House Speaker John Boehner announced plans Tuesday to effectively push off a looming battle over President Obama's immigration policies until next year, while potentially averting a partial government shutdown later this month.
The speaker met behind closed doors Tuesday with fellow Republicans. Boehner is attempting a balancing act -- as he tries to avert a budget showdown, while also letting conservatives vent over the president's controversial executive actions on immigration.

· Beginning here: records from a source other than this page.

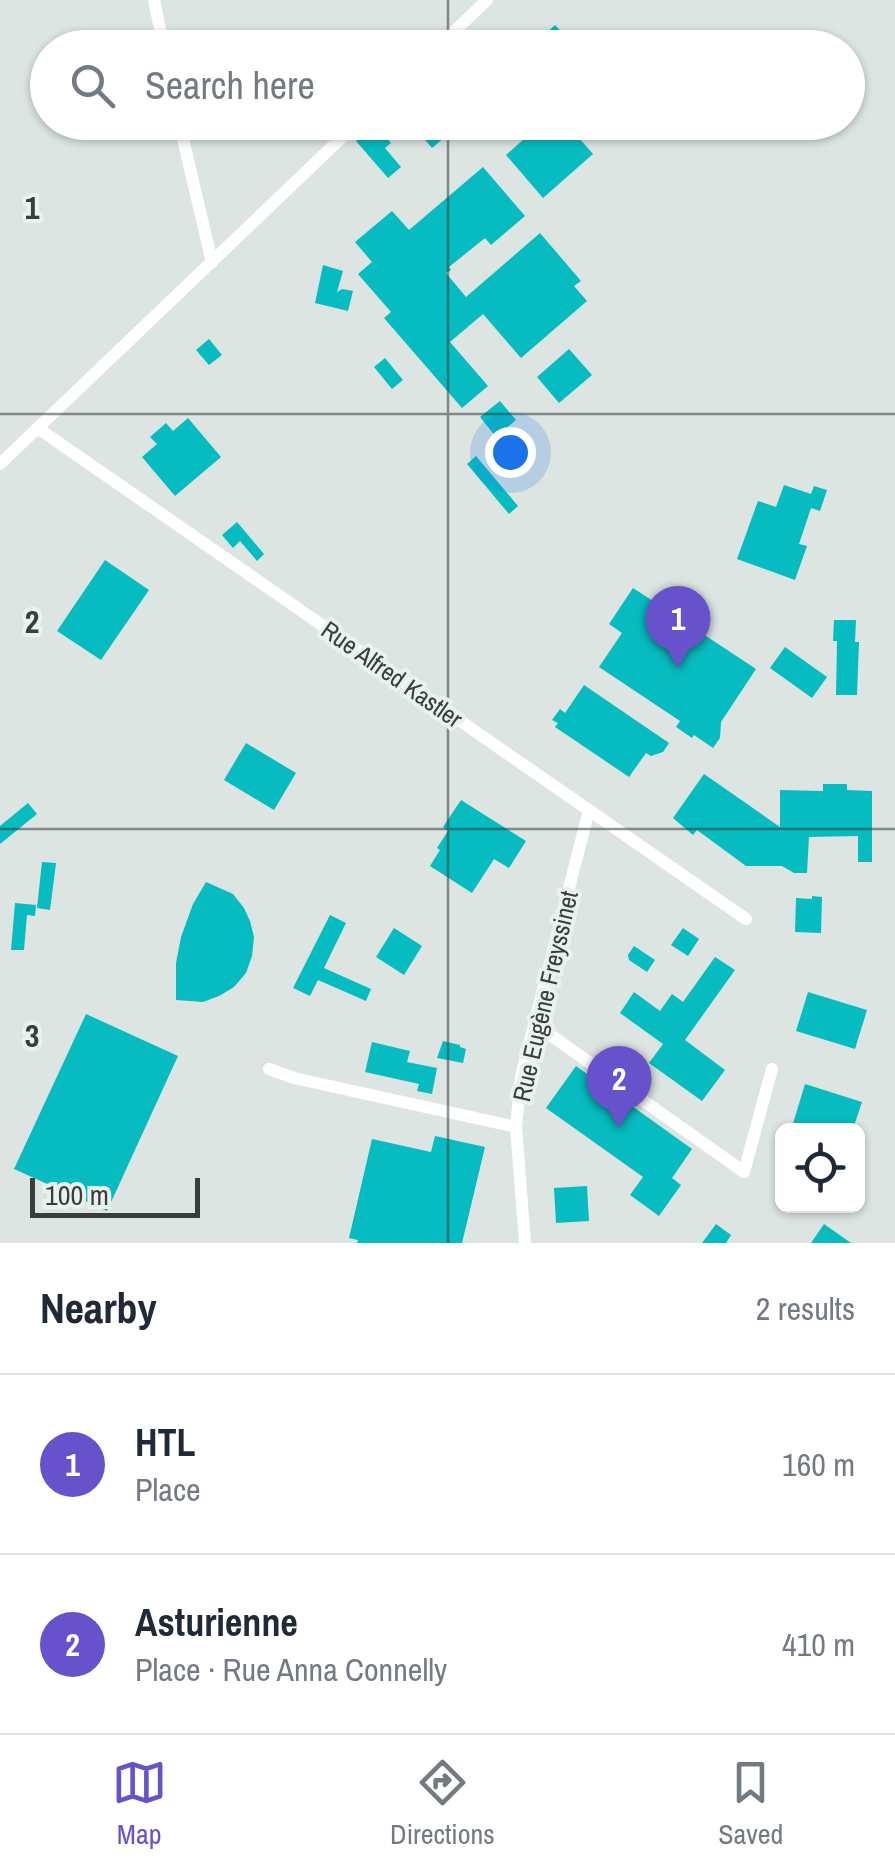 <!DOCTYPE html>
<html lang="en">
<head>
<meta charset="utf-8">
<style>
  :root { --surface:#fff; --page:#f6f6f7; --text:#1f2937; --muted:#747a83; --line:#e0e1e3; --accent:#6752cb }
  body { margin:0; font-family:"Archivo Narrow",sans-serif; background:var(--page); color:var(--text) }
  .controls { position:absolute; right:30px; bottom:30px; display:grid; overflow:hidden; border-radius:15px; box-shadow:0 2px 8px #0004 }
  .controls button { width:90px; height:90px; display:grid; place-items:center; padding:0; border:0; border-bottom:2px solid var(--line); background:var(--surface); color:var(--text); font:50px sans-serif }
  .scale { position:absolute; left:30px; bottom:25px; width:170px; box-sizing:border-box; padding-left:10px; border:5px solid #393d3c; border-top:0; font-size:28px; line-height:35px; white-space:nowrap; color:#393d3c; -webkit-text-stroke:8px #e9f2ef; paint-order:stroke }
  .you { position:absolute; left:510px; top:452px; width:35px; height:35px; margin:-25px; border:8px solid #fff; border-radius:50%; background:#1a73e8; box-shadow:0 0 0 15px #1a73e833 }
  .badge { display:grid; place-items:center; width:65px; height:65px; border-radius:50%; background:var(--accent); color:#fff; font-size:32px; font-weight:700 }
  .pin { position:absolute; translate:-50% -82px; filter:drop-shadow(0 2px 5px #0008) }
  .pin::after { content:''; position:absolute; top:52px; width:35px; height:30px; background:inherit; clip-path:polygon(0 0,100% 0,50% 100%) }
  .list { margin:0; padding:0; list-style:none }
  h2 { display:flex; justify-content:space-between; align-items:center; height:130px; margin:0; padding:0 40px; font-size:42px }
  h2 small { font-size:32px; font-weight:400; color:var(--muted) }
  .list li { display:grid; grid-template-columns:65px 1fr auto; gap:30px; align-items:center; box-sizing:border-box; height:180px; padding:0 40px; border-top:2px solid var(--line) }
  .list b { display:block; font-size:38px; white-space:nowrap }
  .list p { margin:0; font-size:32px; white-space:nowrap; color:var(--muted) }
  .list em { font-size:32px; font-style:normal; color:var(--muted) }
  .icon { flex:none; width:55px; height:55px; fill:none; stroke:currentColor; stroke-width:2; stroke-linecap:round; stroke-linejoin:round }
  .map { position:relative; flex:none; width:895px; height:1243px; overflow:hidden }
  .search { position:absolute; background:var(--surface); box-shadow:0 2px 8px #0004; left:30px; right:30px; top:30px; height:110px; display:flex; align-items:center; gap:25px; box-sizing:border-box; padding:0 35px; border-radius:55px; color:var(--muted); font-size:38px }
  .sheet { height:490px; background:var(--surface) }
  nav { display:flex; justify-content:space-around; align-items:center; box-sizing:border-box; height:140px; border-top:2px solid var(--line); background:var(--surface); font-size:28px; color:var(--muted) }
  nav a { display:grid; justify-items:center; gap:5px }
  nav .on { color:var(--accent) }
  .map>svg:first-child { display:block }
  .building { fill:#07bcc0 }
  .lines { fill:none; stroke-linecap:round; stroke-linejoin:round }
  .minor { stroke:#fff; stroke-width:12 }
  .grid { fill:none; stroke:#393d3c; stroke-width:2.5; stroke-opacity:0.55 }
  .labels { text-anchor:middle; stroke-width:8; stroke-linejoin:round; paint-order:stroke }
  .street-label { font-size:25px; fill:#393d3c; stroke:#e9f2ef }
  .grid-label { font-size:32px; text-anchor:middle; font-weight:bold; fill:#393d3c; stroke:#e9f2ef; stroke-width:8; stroke-linejoin:round; paint-order:stroke }
</style>
</head>
<body>
<div class="map">
<svg width="895" height="1243" viewBox="0 0 895 1243">
  <rect width="100%" height="100%" fill="#dce5e2"/>
  <!-- building -->
  <g class="building">
    <polygon points="555,25 570,41 564,48 552,48 542,37"/>
    <polygon points="419,122 463,122 432,148 414,127"/>
    <polygon points="543,122 565,122 593,154 543,198 506,155"/>
    <polygon points="370,130 374,136 380,130 391,143 385,148 401,167 388,178 356,141"/>
    <polygon points="483,167 525,216 491,245 485,238 449,267 451,270 446,273 466,297 540,233 581,281 574,286 587,301 521,358 483,314 450,342 488,386 462,408 384,318 391,312 358,274 372,262 355,242 392,211 409,230"/>
    <polygon points="323,265 343,271 337,292 342,289 353,291 348,311 315,303"/>
    <polygon points="209,339 222,355 209,365 196,350"/>
    <polygon points="569,349 592,375 559,403 537,377"/>
    <polygon points="385,358 403,380 392,389 374,367"/>
    <polygon points="500,401 516,420 496,437 480,417"/>
    <polygon points="188,418 221,457 175,496 142,457 157,444 150,437 166,423 173,431"/>
    <polygon points="476,456 518,506 509,514 467,464"/>
    <polygon points="784,485 811,494 814,486 827,490 820,511 811,508 799,544 807,546 795,580 737,559 758,501 776,507"/>
    <polygon points="237,522 264,554 257,561 240,541 233,548 222,535"/>
    <polygon points="105,560 149,590 101,660 57,631"/>
    <polygon points="633,588 656,603 665,589 709,618 700,632 756,669 721,722 720,738 713,748 694,735 692,738 676,727 680,721 599,667 622,633 609,624"/>
    <polygon points="834,620 856,620 855,642 859,642 857,695 836,695 837,641 833,641"/>
    <polygon points="785,647 827,677 812,698 770,668"/>
    <polygon points="584,685 669,743 663,752 651,756 646,753 629,777 555,727 558,723 552,720 560,709 565,713"/>
    <polygon points="246,743 296,773 274,810 224,780"/>
    <polygon points="704,774 780,827 780,790 823,791 823,784 847,784 847,790 872,791 872,862 858,862 858,836 809,837 807,873 794,873 782,866 746,866 697,830 693,835 673,818"/>
    <polygon points="461,800 526,841 509,868 494,859 472,893 430,866 440,850 437,848 448,831 443,827"/>
    <polygon points="28,803 37,814 0,844 0,826"/>
    <polygon points="42,862 56,863 50,910 37,908"/>
    <polygon points="206,882 233,894 244,908 250,921 254,937 252,956 246,973 234,987 219,996 203,1002 176,1000 176,963 181,937 193,904"/>
    <polygon points="812,896 822,897 821,933 795,932 796,898 812,899"/>
    <polygon points="15,903 36,905 35,916 27,915 24,950 11,950"/>
    <polygon points="330,915 346,923 324,968 371,989 366,1001 318,980 310,996 293,988"/>
    <polygon points="394,928 422,946 404,975 376,957"/>
    <polygon points="683,928 699,939 688,956 671,945"/>
    <polygon points="634,946 655,960 647,972 629,960 628,955"/>
    <polygon points="715,957 735,970 685,1040 725,1070 702,1101 649,1063 663,1044 620,1013 634,992 660,1011 672,994 683,1002"/>
    <polygon points="808,992 867,1010 855,1049 796,1031"/>
    <polygon points="86,1014 178,1056 107,1211 14,1169"/>
    <polygon points="443,1041 460,1045 460,1047 466,1049 463,1063 437,1058"/>
    <polygon points="372,1042 410,1051 407,1062 437,1068 432,1094 417,1091 419,1084 365,1072"/>
    <polygon points="576,1066 692,1149 672,1178 681,1185 659,1216 630,1195 643,1177 546,1108"/>
    <polygon points="805,1084 862,1102 853,1129 839,1125 837,1130 805,1130 792,1127"/>
    <polygon points="435,1136 485,1147 462,1243 357,1243 358,1240 349,1238 372,1139 431,1152"/>
    <polygon points="587,1186 589,1221 556,1223 554,1188"/>
    <polygon points="716,1224 731,1235 726,1243 702,1243"/>
    <polygon points="824,1224 851,1243 811,1243"/>
  </g>
  <g class="lines">
    <!-- minor -->
    <g class="minor">
      <polyline points="154,0 164,48"/>
      <polyline points="437,48 487,0"/>
      <polyline points="179,122 212,262"/>
      <polyline points="39,429 746,919"/>
      <polyline points="0,464 358,122"/>
      <polyline points="535,1024 744,1172 772,1069"/>
      <polyline points="269,1069 294,1078 516,1127"/>
      <polyline points="525,1243 516,1127 521,1076 589,810"/>
    </g>
  </g>
  <!-- grid -->
  <path class="grid" d="M448,0V48M448,122V1243M0,414H895M0,829H895"/>
  <g class="labels">
    <!-- street labels -->
    <g class="street-label">
      <text transform="translate(392 674) rotate(35)" y="9">Rue Alfred Kastler</text>
      <text transform="translate(545 996) rotate(-77)" y="9">Rue Eugène Freyssinet</text>
    </g>
  </g>
  <g class="grid-label">
    <text x="32" y="219">1</text>
    <text x="32" y="633">2</text>
    <text x="32" y="1047">3</text>
  </g>
</svg>
<div class="controls">
<button><svg class="icon" aria-label="locate" viewBox="0 0 24 24"><circle cx="12" cy="12" r="6"/><path d="M12 2v4M12 18v4M2 12h4M18 12h4"/></svg></button>
</div>
<div class="scale">100 m</div>
<div class="you"></div>
<div class="pin badge" style="left:678px;top:668px">1</div>
<div class="pin badge" style="left:619px;top:1128px">2</div>
<div class="search"><svg class="icon" aria-label="search" viewBox="0 0 24 24"><circle cx="10" cy="10" r="6"/><path d="M15 15l6 6"/></svg>Search here</div>
</div>
<section class="sheet">
<h2>Nearby<small>2 results</small></h2>
<ul class="list">
<li><span class="badge">1</span><div><b>HTL</b><p>Place</p></div><em>160 m</em></li>
<li><span class="badge">2</span><div><b>Asturienne</b><p>Place · Rue Anna Connelly</p></div><em>410 m</em></li>
</ul>
</section>
<nav>
<a class="on"><svg class="icon" aria-label="map" viewBox="0 0 24 24"><path d="M3 6l6-2 6 2 6-2v14l-6 2-6-2-6 2zM9 4v14M15 6v14"/></svg>Map</a>
<a><svg class="icon" aria-label="directions" viewBox="0 0 24 24"><path d="M12 3l9 9-9 9-9-9zM9 14v-3h6M13 9l2 2-2 2"/></svg>Directions</a>
<a><svg class="icon" aria-label="saved" viewBox="0 0 24 24"><path d="M7 4h10v16l-5-4-5 4z"/></svg>Saved</a>
</nav>
</body>
</html>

Congress needs to approve a new spending bill by Dec. 11 to avoid a partial shutdown, and opposition to Obama's immigration approach has complicated that effort.
The plan, as of Tuesday, is a two-step approach. The House would vote later this week for a largely symbolic measure disapproving Obama's executive actions to suspend deportations for millions of immigrants here illegally. The bill would try to block those actions, but would certainly face a presidential veto, if it made it past the Senate.
The House would then vote next week on a must-pass spending bill, with a twist.
The plan would fund most elements of the government for the remainder of the current fiscal year, which ends Sept. 30, 2015. But, under one proposal, it would only fund immigration-related activities until early next year -- setting up a new fight over immigration in early 2015, when Republicans control both the House and Senate.
While Obama's Homeland Security Secretary Jeh Johnson was being grilled over immigration at a Capitol Hill hearing, Boehner said Tuesday that Obama has ignored the American people.
"This is a serious breach of our Constitution," Boehner said.
He also said lawmakers "have limited options and abilities to deal with it directly."
It's unclear whether Boehner's plan has enough support.
Some conservatives want more; they circulated bill language Monday stipulating that no money or fees "may be used by any agency to implement, administer, enforce or carry out any of the policy changes" announced by Obama.
Meanwhile, House Democratic Leader Nancy Pelosi put Republicans on notice last week that her party wouldn't support a plan that didn't fund the government for the entire fiscal year and also chipped away at some immigration-related activities. In the Senate, Democrats still maintain the majority and could cause problems for any plan that does not fully fund the government through next year.
Fox News' Chad Pergram and The Associated Press contributed to this report.